Jennifer Stevens: I started studying classical voice when I was 17 and I’m turning 50 this year. So, it’s been quite a journey, studying privately and in college, and also over time I discovered that studying privately, and even overseas like in Italy and Austria, Spain and Switzerland were beneficial for me. I discovered when I trained privately and internationally that it was a better fit for me than college. I didn’t want to become a voice teacher, which, that’s usually the case.  

I composed at 12, and then in high school I started to write poetry and then I combined the two. And then I was asked to combine my culture with my compositional training and that’s when things started shifting for me. I’m used to singing classical repertoire in various languages, and I discovered that there’s beauty in my own, which is the Oneida language. I started out in that, and in the past 5 years, the Lakota language too. My dad’s Oneida and my mother’s Lakota. I feel like fusing classical music and Native American language has been kind of a challenge because I want to be as authentic to both as possible.  

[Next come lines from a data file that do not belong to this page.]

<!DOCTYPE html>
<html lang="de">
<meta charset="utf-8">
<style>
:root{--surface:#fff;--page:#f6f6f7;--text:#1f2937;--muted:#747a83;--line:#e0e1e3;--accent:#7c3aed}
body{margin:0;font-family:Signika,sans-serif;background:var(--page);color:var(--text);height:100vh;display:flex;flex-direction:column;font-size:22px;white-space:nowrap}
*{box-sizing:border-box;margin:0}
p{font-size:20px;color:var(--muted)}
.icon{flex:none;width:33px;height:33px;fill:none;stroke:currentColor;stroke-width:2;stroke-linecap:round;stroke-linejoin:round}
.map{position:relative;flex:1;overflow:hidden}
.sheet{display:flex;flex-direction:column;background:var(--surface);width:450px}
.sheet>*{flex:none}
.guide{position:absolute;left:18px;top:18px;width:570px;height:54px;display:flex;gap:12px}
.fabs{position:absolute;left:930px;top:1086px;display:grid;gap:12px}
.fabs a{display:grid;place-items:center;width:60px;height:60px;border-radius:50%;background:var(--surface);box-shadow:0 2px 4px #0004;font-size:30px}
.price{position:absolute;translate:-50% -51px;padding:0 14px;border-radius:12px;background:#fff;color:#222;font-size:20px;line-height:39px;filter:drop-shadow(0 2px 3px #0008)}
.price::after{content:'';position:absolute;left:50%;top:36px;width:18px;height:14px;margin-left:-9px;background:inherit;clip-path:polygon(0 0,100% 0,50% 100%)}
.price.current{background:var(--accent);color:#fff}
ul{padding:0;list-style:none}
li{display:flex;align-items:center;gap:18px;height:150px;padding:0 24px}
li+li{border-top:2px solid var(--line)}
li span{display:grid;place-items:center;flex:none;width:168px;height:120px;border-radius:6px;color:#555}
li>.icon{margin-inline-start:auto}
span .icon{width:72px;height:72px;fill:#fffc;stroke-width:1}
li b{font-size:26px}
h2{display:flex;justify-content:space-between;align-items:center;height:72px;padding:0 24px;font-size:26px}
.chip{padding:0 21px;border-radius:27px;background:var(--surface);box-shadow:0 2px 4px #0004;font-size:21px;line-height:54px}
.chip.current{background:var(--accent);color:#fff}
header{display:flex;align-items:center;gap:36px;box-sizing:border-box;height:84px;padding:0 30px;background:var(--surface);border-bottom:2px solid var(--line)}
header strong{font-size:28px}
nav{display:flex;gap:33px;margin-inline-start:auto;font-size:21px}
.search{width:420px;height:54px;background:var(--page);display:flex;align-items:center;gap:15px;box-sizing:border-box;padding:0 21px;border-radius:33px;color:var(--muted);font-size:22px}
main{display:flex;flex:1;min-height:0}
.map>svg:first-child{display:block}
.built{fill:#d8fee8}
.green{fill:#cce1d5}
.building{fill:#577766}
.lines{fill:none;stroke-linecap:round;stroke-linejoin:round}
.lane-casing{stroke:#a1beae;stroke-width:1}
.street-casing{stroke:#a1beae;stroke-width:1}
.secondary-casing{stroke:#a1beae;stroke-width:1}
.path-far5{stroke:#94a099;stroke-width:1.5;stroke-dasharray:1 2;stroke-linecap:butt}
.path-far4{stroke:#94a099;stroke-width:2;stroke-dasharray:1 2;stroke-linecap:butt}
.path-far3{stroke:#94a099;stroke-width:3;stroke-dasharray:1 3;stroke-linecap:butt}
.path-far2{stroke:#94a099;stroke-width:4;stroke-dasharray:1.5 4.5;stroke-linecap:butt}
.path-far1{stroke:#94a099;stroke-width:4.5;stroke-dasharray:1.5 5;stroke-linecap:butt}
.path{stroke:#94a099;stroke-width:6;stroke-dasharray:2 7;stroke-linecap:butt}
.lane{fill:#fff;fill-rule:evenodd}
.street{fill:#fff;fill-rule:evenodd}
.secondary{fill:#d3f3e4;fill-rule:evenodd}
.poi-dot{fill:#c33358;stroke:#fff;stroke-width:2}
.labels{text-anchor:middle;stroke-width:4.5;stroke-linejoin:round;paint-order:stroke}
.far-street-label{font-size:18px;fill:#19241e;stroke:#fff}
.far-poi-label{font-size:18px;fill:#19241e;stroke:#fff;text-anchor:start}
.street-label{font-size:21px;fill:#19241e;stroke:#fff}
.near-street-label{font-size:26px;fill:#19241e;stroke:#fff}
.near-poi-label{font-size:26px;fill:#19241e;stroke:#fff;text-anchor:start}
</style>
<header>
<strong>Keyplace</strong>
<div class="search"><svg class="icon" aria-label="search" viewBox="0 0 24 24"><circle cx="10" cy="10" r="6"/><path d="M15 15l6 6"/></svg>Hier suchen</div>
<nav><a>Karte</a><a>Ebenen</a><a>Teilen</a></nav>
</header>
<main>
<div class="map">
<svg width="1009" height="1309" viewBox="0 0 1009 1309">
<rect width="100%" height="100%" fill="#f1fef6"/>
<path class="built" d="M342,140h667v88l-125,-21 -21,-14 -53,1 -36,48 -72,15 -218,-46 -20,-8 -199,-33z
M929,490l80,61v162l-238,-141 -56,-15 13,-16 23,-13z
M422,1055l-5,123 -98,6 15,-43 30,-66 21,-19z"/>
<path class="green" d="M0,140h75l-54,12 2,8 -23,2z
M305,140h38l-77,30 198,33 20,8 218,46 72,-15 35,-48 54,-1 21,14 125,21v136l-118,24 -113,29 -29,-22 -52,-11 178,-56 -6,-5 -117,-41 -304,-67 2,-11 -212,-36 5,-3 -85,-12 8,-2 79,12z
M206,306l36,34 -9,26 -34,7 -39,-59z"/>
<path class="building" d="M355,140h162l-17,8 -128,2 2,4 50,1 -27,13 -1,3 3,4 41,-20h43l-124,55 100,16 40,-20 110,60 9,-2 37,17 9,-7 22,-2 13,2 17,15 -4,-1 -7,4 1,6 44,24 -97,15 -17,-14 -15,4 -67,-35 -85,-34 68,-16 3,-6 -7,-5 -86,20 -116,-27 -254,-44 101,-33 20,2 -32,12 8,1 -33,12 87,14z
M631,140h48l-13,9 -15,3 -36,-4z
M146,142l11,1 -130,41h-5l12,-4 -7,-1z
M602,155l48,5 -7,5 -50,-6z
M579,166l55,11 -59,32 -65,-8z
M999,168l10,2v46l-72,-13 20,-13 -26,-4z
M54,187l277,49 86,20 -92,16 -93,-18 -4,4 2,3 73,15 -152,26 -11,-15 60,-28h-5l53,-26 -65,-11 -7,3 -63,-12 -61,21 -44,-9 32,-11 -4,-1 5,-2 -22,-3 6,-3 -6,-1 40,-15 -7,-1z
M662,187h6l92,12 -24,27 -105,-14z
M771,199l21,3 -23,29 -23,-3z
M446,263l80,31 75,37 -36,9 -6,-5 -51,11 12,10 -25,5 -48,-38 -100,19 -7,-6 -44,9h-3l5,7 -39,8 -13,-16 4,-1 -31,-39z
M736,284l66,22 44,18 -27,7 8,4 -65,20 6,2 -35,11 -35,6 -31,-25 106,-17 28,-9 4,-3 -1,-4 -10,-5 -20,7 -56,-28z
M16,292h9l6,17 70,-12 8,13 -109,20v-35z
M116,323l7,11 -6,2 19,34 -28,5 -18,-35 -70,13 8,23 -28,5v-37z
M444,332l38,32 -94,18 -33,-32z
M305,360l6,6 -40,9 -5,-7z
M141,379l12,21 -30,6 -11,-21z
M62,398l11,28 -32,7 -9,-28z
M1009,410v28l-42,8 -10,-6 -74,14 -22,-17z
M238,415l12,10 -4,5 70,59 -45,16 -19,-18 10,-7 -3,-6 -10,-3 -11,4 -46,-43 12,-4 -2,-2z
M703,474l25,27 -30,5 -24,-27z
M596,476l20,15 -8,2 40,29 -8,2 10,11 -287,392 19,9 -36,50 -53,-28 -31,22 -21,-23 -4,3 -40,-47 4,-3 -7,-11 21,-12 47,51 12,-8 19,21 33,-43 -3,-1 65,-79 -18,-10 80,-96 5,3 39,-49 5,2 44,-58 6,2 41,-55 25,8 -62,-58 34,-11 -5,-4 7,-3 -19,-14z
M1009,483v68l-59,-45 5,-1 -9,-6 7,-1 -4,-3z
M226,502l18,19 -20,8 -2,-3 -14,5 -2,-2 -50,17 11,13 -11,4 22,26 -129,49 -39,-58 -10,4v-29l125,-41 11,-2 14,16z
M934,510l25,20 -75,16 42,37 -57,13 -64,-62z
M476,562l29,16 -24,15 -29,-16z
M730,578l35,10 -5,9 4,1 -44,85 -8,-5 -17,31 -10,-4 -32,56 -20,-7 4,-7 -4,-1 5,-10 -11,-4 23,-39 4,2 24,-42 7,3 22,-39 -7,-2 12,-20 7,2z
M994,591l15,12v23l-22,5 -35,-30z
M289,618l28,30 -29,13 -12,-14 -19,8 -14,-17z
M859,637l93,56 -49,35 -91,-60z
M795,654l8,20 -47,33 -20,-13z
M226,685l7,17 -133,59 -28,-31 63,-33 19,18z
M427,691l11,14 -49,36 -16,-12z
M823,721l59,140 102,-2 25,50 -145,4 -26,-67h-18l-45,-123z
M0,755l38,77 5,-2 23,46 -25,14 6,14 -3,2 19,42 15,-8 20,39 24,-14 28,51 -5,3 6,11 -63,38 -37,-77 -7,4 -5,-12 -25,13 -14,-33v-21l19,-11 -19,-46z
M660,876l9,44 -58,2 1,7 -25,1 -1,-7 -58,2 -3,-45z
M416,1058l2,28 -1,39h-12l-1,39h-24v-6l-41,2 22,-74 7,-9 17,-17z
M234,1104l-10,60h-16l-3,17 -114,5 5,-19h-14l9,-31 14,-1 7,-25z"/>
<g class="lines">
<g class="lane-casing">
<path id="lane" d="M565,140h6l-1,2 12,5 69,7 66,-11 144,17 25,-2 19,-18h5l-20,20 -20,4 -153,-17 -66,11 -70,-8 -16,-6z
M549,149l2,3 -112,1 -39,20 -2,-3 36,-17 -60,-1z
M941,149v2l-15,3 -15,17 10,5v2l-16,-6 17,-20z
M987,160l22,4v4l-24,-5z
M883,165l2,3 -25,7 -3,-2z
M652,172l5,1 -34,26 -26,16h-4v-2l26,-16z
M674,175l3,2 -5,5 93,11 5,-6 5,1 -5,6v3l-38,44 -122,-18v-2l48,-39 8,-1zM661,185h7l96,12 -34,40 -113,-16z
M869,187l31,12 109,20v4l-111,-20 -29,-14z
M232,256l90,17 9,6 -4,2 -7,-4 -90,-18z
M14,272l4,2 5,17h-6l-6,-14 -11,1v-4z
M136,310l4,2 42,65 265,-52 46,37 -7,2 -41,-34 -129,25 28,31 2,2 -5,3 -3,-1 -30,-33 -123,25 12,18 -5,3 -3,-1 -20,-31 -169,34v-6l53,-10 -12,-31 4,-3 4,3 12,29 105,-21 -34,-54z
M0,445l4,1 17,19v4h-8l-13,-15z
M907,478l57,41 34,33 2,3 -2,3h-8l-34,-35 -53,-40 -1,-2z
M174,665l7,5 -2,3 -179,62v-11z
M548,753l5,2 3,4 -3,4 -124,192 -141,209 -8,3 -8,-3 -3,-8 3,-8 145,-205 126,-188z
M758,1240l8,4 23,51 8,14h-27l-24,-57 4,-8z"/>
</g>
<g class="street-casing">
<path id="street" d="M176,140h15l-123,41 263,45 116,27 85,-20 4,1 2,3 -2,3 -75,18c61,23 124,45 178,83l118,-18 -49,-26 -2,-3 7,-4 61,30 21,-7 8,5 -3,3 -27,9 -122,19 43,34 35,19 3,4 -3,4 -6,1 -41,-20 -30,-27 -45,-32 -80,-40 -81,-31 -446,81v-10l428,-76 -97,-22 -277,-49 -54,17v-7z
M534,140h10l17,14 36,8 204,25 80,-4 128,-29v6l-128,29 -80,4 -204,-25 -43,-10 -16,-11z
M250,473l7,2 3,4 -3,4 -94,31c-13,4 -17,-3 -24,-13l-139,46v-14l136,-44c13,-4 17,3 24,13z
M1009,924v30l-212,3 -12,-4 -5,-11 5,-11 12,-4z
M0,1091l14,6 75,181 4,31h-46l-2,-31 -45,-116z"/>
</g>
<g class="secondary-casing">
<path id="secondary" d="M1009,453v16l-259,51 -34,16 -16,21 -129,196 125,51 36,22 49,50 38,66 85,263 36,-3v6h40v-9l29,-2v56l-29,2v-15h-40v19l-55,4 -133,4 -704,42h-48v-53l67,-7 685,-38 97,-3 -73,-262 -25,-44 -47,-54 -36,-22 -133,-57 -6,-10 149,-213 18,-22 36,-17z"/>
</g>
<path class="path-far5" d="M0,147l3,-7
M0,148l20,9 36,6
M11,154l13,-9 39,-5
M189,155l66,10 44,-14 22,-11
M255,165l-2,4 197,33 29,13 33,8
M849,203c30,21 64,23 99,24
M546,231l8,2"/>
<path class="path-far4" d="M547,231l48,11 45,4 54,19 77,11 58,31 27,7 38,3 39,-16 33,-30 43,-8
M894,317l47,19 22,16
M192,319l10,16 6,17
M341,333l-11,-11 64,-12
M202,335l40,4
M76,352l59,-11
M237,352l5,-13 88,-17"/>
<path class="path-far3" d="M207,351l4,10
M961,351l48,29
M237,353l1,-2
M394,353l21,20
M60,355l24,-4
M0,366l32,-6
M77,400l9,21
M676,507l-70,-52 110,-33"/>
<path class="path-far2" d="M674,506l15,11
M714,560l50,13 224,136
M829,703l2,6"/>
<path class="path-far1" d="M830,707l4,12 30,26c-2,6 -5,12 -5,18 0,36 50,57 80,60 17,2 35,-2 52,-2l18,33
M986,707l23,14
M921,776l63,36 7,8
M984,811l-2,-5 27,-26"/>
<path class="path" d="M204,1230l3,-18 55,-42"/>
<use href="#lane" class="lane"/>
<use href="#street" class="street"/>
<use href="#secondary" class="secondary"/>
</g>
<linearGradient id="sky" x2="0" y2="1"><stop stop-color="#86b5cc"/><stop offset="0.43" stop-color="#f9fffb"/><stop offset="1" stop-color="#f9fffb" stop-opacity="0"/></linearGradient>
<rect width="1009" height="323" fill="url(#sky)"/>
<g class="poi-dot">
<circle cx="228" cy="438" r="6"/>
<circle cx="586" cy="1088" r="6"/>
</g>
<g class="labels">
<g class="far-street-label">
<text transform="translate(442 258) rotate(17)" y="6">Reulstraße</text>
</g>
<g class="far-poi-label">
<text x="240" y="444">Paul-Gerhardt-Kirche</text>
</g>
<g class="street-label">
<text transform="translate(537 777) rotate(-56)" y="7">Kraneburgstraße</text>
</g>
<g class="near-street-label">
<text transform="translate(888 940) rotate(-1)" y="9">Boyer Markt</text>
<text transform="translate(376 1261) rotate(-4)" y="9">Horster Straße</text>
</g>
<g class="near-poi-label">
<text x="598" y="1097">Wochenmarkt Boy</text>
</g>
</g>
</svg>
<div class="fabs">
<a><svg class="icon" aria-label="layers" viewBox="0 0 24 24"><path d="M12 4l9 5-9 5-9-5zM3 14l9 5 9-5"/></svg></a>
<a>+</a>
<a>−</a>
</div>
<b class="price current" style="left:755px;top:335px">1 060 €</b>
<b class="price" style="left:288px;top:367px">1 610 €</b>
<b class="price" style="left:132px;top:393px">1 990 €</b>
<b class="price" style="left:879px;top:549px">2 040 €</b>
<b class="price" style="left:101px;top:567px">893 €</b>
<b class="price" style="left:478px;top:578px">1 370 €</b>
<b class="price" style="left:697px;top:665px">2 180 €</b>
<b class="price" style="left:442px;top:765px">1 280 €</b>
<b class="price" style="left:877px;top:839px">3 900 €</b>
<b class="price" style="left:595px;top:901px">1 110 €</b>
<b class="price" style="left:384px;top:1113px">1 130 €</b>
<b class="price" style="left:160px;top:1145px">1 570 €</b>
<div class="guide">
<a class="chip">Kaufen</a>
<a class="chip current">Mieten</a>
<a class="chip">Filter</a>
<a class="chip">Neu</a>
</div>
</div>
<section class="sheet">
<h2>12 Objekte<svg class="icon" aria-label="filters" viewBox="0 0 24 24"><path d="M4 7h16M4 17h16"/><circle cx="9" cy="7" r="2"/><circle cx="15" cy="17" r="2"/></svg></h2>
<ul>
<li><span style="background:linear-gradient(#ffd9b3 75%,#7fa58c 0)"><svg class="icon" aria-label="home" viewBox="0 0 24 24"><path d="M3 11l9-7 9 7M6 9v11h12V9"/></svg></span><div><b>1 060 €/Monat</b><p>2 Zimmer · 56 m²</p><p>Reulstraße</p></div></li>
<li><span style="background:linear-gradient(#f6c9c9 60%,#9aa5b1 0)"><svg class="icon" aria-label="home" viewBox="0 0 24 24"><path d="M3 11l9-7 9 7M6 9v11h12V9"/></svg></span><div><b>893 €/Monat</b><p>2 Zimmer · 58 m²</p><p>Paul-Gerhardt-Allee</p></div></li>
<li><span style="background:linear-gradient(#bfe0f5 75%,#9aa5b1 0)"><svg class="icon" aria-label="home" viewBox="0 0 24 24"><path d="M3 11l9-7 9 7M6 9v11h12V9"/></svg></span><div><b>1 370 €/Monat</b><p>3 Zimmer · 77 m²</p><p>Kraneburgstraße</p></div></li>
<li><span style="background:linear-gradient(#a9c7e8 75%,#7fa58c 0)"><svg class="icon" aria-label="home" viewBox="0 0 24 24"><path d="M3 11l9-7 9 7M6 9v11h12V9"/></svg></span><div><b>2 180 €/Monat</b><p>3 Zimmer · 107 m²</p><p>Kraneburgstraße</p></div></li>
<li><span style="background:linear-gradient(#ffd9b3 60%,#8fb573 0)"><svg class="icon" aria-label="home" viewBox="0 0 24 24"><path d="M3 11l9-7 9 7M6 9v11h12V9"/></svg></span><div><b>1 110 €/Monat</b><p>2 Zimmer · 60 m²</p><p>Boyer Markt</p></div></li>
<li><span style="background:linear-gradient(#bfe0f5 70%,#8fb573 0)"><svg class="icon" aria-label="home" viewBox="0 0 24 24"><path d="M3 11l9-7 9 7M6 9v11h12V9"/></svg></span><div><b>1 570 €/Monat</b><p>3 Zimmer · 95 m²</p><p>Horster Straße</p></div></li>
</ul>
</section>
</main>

NA: Tell me about your ancestry and where your family comes from. 

JS: My mother is from Pine Ridge, SD, so she’s Oglala and Rosebud and Lower Brule, but she also has some French and some German, and some Irish, and we think Spanish as well.  My mom is enrolled in Pine Ridge in through the Oglala nation in South Dakota. And my dad is Oneida, he’s enrolled through the Oneida nation in Wisconsin, as I am. My grandmother is Maria Hinton. She didn’t start her language journey until she was 69. She went to school, graduated from college. She was always bilingual, she spoke Oneida and English, but she graduated from college at University of Wisconsin—Green Bay and that was the beginning of her true career. And she ended up co-authoring a dictionary of 35,000 words with her brother, Amos Christjohn. After he passed, she continued that journey because she noticed that individuals would utilize the dictionary, but they weren’t pronouncing the words properly. And so, she recorded 35,000 words and she completed that at 100 years old. My grandma is a huge influence on me, not just because of her goals in language and cultural preservation, but also, she was a pioneering spirit and one of my pillars of strength. 

NA: So, she spoke Oneida her whole life. Was that common for people of her generation?  

JS: Yes. She was born in 1910 and had to go to boarding schools. She went to various ones, and she didn’t like to talk about her experiences, but she attended, and she was not allowed to speak her language, but she somehow managed to remember her language. In fact, her Oneida name is “She Remembers.” To be in that generation where you’re not allowed to speak your language—it was against the law at that time in the United States to practice your Native American religious beliefs and your language. They were being Americanized. My grandmother somehow miraculously remembered 35,000 words and more, and they did the first Oneida/English dictionary in history.  

It’s a big influence on me. It helps me to recognize who I am in a modern-day world. I’m still Indigenous, but I’m also a classical musician. That is not typical of a Native American woman. But that’s who I am. Combining the two is a beautiful thing. 

NA: How did she go about compiling this dictionary? Did she simply write down the words she knew? 

JS: Yes, and then she went to school and became a linguist and she and her brother developed curriculum, which was very influential in our tribe because now we have a language program. Our school is shaped like a turtle, and it teaches our Oneida members about our language and our culture. So, she was one of the founders, and so was my father. He was the one that hired all the architects for the school. They call it the Turtle School, but it’s the Oneida Elementary School.  

NA: How would you describe the state of the Oneida language now? 

JS: We have lost a lot of what we call our first generational speakers. We probably can count on our hands how many Oneida fluent speakers there are left, unfortunately. But due to the contribution that my uncle and grandmother had, we have a language department, we have language in our schools, so the Oneida language has become more a part of our lives. We don’t have a lot of fluent speakers, but it’s a ripple. Maybe it’s a slow ripple. But we do have what we call second generational speakers, and we probably have maybe five in our community. I have niece that went to school to get a Masters’ degree to be a linguist, and she’s also pursuing language preservation as well. Her name is Jasmine Jimerson. We do have a lot of members speaking more of the Oneida language in our community than we had prior to my uncle and grandma’s research and contribution. So, it’s big for us. 

Neena Arndt is the Resident Dramaturg at Goodman Theatre.